#### Records provided ####

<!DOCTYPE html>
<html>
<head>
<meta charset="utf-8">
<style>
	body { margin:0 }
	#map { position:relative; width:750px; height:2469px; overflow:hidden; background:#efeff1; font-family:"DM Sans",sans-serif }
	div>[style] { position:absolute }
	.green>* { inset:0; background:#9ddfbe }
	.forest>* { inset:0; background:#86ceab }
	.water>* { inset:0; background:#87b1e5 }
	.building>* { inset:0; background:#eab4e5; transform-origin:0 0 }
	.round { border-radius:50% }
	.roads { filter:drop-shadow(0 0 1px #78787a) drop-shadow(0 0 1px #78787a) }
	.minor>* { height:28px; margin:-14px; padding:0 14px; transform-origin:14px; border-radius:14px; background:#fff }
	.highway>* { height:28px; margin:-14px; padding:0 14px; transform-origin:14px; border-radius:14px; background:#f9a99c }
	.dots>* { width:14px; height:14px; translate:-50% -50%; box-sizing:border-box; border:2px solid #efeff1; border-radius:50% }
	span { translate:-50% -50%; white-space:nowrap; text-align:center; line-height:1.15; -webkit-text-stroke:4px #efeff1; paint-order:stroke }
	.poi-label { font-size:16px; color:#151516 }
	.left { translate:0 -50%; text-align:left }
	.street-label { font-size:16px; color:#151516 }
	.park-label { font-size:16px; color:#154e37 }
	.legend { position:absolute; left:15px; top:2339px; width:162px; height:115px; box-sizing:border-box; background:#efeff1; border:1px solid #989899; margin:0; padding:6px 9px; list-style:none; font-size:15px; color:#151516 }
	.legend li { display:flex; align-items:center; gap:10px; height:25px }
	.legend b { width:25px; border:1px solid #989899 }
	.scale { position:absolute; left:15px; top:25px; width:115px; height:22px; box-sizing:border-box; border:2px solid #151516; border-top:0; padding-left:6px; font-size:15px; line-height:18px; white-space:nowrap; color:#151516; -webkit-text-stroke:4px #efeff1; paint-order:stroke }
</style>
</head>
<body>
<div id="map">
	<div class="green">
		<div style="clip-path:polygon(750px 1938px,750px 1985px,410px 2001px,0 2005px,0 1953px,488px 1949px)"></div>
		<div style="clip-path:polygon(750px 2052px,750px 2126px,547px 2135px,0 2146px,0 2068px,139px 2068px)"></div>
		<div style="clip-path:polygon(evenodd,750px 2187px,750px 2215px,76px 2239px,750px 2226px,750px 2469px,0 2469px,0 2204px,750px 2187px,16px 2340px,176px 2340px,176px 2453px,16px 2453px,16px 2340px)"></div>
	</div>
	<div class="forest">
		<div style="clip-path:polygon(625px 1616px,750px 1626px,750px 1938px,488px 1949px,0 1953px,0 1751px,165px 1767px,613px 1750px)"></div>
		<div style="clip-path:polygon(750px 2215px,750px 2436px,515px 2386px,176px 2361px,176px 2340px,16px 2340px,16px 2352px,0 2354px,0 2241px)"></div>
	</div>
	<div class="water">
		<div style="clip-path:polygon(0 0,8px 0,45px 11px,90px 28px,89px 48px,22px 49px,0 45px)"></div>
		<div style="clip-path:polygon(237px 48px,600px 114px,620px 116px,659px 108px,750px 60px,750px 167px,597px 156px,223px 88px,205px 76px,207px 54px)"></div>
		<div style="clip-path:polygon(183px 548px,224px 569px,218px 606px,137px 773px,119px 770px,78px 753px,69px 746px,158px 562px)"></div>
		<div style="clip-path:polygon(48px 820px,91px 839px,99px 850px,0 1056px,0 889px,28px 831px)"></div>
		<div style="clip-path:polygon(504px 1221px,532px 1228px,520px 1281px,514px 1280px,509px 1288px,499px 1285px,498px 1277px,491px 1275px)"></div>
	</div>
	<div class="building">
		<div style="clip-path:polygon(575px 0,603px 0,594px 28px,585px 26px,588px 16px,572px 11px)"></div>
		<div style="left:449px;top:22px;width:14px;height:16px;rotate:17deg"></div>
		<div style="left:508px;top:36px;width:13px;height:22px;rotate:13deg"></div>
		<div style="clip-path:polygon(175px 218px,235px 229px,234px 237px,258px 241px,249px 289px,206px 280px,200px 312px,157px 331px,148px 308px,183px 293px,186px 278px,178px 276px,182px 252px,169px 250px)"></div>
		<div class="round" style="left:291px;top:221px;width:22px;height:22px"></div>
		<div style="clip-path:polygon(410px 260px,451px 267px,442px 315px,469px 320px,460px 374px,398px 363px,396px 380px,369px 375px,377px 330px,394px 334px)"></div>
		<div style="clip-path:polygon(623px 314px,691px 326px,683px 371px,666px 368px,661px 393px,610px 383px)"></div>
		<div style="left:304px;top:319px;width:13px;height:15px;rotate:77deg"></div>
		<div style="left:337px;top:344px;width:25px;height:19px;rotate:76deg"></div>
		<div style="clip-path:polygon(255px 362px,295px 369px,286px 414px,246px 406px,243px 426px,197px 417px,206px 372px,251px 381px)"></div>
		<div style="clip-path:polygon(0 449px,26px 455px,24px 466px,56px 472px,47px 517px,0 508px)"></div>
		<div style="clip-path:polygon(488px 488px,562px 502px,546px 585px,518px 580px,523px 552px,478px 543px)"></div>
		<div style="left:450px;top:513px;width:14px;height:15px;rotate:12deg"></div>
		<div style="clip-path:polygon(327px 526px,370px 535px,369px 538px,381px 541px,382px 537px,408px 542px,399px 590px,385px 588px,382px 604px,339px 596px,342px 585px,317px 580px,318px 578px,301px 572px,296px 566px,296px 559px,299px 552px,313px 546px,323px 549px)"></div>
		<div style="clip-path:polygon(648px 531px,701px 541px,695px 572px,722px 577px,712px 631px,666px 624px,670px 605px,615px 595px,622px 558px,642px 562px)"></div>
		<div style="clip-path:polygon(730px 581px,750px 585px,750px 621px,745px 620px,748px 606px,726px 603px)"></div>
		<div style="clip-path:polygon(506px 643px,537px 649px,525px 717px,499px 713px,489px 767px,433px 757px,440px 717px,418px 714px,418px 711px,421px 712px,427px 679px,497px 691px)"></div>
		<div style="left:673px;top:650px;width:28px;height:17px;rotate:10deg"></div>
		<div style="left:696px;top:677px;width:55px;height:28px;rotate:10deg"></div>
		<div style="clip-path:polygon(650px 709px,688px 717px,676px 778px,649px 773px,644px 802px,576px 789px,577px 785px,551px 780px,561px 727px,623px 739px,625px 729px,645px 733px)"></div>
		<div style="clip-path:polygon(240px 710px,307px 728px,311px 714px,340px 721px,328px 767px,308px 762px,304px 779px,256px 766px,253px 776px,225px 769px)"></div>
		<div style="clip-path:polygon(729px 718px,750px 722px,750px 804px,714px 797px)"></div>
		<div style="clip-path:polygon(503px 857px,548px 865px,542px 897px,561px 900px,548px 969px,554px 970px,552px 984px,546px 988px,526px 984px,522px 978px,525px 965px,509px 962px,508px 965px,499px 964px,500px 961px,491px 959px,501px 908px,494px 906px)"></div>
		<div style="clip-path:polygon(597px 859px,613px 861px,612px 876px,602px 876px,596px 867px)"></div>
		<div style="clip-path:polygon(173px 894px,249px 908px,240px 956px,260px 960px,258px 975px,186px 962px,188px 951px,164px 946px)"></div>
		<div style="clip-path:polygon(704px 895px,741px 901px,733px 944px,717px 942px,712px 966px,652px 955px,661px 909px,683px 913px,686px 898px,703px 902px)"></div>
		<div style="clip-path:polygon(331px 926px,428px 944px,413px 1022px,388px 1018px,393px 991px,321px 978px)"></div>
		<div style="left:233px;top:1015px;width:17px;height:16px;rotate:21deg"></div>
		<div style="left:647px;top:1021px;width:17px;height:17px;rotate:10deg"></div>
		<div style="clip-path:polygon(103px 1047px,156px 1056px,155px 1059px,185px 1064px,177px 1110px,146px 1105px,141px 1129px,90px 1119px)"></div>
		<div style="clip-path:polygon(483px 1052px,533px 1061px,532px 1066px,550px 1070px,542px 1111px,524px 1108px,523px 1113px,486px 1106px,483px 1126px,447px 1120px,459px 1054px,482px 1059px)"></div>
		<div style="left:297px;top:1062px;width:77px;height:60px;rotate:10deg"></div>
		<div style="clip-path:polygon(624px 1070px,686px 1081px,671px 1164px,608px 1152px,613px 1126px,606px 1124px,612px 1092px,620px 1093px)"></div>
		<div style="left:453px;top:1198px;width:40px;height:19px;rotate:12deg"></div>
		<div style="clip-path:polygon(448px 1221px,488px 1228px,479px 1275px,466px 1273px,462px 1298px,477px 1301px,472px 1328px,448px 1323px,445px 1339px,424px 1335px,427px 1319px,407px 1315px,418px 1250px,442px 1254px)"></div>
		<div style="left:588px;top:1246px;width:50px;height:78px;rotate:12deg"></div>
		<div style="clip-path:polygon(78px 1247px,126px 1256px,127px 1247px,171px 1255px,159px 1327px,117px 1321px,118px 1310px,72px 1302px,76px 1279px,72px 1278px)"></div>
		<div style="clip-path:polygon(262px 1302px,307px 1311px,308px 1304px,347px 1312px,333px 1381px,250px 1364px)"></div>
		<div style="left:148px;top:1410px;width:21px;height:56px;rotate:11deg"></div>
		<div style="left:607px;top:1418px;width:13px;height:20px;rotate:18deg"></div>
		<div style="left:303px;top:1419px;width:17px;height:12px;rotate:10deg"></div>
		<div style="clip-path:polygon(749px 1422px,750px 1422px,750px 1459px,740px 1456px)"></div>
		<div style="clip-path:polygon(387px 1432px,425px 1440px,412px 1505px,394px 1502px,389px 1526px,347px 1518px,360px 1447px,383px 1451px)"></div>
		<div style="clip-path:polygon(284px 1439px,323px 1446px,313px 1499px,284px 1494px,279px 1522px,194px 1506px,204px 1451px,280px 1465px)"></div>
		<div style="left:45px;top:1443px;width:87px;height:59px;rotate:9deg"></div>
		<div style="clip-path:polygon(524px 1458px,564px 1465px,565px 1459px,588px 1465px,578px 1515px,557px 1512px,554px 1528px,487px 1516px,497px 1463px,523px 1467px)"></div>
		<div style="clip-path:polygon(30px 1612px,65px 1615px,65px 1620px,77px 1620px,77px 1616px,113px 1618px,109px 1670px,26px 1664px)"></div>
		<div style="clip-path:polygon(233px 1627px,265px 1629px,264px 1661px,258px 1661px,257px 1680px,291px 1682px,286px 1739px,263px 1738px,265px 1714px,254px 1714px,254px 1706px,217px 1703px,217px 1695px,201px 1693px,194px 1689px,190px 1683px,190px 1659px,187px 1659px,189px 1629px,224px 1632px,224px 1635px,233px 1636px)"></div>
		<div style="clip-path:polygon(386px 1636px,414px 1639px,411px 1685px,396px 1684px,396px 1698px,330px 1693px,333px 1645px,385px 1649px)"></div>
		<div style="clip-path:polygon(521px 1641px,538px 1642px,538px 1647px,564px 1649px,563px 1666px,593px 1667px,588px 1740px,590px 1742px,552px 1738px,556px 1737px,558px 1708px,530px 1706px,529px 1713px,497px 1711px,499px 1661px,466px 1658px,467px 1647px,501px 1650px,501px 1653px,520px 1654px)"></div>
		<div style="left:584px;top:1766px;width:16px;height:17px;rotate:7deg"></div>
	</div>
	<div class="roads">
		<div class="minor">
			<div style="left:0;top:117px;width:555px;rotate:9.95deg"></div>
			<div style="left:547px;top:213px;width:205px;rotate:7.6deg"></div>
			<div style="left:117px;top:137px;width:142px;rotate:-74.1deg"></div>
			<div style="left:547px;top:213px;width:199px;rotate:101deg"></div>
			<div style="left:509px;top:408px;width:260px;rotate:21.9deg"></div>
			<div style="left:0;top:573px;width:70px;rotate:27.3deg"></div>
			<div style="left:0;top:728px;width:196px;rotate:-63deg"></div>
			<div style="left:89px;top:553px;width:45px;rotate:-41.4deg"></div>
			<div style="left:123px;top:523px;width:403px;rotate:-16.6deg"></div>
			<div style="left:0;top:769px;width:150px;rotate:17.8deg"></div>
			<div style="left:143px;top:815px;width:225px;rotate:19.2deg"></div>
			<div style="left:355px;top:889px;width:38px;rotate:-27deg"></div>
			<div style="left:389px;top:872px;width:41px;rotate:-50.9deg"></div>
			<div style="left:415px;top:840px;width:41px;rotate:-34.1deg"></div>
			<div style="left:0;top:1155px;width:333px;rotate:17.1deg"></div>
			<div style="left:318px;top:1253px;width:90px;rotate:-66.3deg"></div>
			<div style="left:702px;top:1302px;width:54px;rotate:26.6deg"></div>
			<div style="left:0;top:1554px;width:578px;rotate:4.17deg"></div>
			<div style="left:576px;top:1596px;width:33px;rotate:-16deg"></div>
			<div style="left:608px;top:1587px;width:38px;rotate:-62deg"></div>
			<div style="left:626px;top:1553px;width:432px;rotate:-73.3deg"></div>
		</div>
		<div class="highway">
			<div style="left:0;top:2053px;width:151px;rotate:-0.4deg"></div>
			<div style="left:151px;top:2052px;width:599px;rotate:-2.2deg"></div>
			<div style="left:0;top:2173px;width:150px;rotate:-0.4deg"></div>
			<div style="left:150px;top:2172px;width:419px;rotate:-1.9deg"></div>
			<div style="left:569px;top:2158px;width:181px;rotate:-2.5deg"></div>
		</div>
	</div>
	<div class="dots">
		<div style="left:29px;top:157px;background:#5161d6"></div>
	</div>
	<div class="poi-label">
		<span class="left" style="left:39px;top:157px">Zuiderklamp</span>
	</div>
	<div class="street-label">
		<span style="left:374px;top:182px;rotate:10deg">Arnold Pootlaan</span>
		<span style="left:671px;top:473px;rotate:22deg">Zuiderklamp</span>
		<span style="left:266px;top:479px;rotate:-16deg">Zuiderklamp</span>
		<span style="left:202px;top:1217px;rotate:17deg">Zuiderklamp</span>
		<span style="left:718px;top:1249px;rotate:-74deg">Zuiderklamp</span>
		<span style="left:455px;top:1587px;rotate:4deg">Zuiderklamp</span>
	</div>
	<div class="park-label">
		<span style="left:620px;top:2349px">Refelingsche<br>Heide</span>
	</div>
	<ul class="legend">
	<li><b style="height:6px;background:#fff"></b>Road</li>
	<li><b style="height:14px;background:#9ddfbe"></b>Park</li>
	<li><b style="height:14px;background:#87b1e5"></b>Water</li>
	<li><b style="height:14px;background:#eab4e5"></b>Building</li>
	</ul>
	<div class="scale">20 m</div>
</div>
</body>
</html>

####

Task instructions
Wherever the string "center" appears in the data above, report the whole line.

Response area
	span { translate:-50% -50%; white-space:nowrap; text-align:center; line-height:1.15; -webkit-text-stroke:4px #efeff1; paint-order:stroke }
	.legend li { display:flex; align-items:center; gap:10px; height:25px }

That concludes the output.